If $\tau_b$ is the time until $X_t=b\ge0$ is reached, let us define $$F_\lambda(b)=\text{E}\left[e^{-\lambda\tau_b}\right]$$ for $\lambda>0$, with the convention that $e^{-\lambda\tau_b}=0$ if $X_t=b$ is never reached.

First, we note that $F_\lambda(0)=1$, and that $F_\lambda(b)$ is decreasing in $b$.
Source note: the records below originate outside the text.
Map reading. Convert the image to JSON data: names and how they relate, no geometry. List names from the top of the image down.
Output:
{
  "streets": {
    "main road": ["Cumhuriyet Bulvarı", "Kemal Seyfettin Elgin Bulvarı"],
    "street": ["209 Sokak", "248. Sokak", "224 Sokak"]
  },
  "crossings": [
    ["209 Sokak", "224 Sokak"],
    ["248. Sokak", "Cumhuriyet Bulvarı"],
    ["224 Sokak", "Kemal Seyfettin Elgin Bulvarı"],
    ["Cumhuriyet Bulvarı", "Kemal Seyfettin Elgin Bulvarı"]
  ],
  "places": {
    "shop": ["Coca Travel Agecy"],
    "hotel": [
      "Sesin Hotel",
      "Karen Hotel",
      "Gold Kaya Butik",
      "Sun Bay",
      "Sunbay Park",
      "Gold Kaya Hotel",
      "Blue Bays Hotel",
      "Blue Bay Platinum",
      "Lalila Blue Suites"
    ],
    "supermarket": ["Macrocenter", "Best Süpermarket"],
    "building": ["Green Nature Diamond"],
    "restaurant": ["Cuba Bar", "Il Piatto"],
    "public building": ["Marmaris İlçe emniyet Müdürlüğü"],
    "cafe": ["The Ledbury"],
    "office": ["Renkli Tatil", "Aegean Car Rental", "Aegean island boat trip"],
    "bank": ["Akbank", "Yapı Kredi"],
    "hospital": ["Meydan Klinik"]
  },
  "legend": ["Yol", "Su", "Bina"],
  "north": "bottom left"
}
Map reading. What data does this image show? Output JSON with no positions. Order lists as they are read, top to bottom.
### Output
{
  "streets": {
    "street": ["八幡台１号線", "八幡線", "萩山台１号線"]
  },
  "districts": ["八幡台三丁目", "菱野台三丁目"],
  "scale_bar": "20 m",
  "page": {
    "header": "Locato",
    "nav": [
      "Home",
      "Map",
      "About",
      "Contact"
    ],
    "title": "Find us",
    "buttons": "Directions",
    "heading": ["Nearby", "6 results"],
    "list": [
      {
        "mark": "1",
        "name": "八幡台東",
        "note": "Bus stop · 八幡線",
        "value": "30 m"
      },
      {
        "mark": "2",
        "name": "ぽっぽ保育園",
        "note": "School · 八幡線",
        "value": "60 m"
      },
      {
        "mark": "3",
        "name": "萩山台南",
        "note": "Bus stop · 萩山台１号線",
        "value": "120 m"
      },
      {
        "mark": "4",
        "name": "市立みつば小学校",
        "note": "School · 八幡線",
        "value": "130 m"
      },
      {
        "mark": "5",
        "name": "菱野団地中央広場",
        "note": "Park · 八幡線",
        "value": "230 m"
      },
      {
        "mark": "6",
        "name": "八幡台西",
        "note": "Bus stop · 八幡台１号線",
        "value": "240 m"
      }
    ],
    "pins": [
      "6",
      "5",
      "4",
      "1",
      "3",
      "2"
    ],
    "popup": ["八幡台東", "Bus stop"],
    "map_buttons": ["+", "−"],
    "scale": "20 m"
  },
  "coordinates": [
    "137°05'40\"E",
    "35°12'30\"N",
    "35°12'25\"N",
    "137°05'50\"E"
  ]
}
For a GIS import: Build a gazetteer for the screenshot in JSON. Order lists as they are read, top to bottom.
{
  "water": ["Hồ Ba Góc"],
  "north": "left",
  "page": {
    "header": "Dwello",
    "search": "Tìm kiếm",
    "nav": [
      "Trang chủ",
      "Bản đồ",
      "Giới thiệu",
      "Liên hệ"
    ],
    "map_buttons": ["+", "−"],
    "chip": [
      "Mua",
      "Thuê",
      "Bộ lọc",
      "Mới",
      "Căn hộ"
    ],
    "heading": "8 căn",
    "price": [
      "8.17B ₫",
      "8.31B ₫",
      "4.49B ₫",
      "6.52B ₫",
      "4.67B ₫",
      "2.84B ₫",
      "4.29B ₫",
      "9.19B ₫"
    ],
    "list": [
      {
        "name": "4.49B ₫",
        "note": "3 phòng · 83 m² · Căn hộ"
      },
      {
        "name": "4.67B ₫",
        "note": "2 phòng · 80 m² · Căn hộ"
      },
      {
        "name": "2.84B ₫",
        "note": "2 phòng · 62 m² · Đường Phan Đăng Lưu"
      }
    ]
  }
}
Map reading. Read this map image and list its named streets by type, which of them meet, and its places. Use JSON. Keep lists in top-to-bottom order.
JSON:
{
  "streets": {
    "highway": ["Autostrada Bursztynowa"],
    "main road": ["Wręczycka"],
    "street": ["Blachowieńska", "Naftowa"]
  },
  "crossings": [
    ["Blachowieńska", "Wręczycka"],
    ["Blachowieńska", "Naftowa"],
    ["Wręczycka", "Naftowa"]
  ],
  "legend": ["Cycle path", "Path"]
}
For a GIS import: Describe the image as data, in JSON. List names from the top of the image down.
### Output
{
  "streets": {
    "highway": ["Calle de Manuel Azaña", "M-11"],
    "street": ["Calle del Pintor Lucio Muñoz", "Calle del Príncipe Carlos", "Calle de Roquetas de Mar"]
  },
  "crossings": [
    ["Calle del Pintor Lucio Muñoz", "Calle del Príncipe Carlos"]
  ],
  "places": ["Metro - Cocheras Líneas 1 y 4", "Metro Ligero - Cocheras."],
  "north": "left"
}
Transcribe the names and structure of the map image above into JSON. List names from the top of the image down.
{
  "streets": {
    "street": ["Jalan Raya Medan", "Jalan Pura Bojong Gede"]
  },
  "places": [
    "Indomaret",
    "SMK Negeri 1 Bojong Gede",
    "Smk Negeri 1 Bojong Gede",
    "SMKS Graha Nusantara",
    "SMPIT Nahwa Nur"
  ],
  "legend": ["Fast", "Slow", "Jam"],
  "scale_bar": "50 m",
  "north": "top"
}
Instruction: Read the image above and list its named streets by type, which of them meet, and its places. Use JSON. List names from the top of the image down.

If $b>0$, $X_T=x$ and $X_s<b$ for $s<T$, we can let $\hat{X}_s=X_{T+s}-x$ with corresponding $\hat\tau_b=\tau_{x+b}-T$, which makes $$\text{E}_T\left[e^{-\lambda\tau_b}\middle|X_T=x\right] =\text{E}\left[e^{-\lambda(\hat\tau_{b-x}+T)}\right] =e^{-\lambda T}\cdot\text{E}\left[e^{-\lambda\hat\tau_{b-x}}\right] =e^{-\lambda T}\cdot F_\lambda(b-x).$$ However, if we let $T=dt$, and compute to the first order in $dt$, we get $$\begin{split} F_\lambda(b) =&\text{E}\left[\text{E}_{dt}\left[e^{-\lambda\tau_b}\middle|X_{dt}\right]\right] =\text{E}\left[e^{-\lambda\,dt}\cdot F_\lambda(b-X_{dt})\right] \\ =&F_\lambda(b)+dt\cdot\left\{-\lambda F_\lambda(b) -F_\lambda'(b)\,\text{E}[X_{dt}] +\tfrac{1}{2}F_\lambda''(b)\,\text{E}[X_{dt}^2] \right\} \\ =&F_\lambda(b)+dt\cdot\left\{-\lambda F_\lambda(b) -\mu F_\lambda'(b)+\tfrac{1}{2}\sigma^2 F_\lambda''(b) \right\} \end{split}$$ which provides us with the differential equation $$\lambda F_\lambda(b)+\mu F_\lambda'(b)-\tfrac{1}{2}\sigma^2 F_\lambda''(b)=0.$$ We can express the solutions of this as $\alpha_1e^{-\beta_1b}+\alpha_2e^{-\beta_2b}$ where $\beta_i$ are the roots of $\lambda-\mu\beta-\sigma^2\beta^2/2=0$. The equation has one negative and one positive root, and since $F_\lambda(b)$ is declining (towards zero) as $b$ increases only the positive $\beta$ is permitted. Applying the condition $F_\lambda(0)=1$ then leaves $$F_\lambda(b)=e^{-\beta b} \text{ where } \beta=\sqrt{\frac{\mu^2}{\sigma^4}+\frac{2\lambda}{\sigma^2}}-\frac{\mu}{\sigma^2}.$$ Note that if we set $\lambda=0$ this give the likelihood that $X_t=b$ is ever reached, which is $1$ if $\mu\ge0$.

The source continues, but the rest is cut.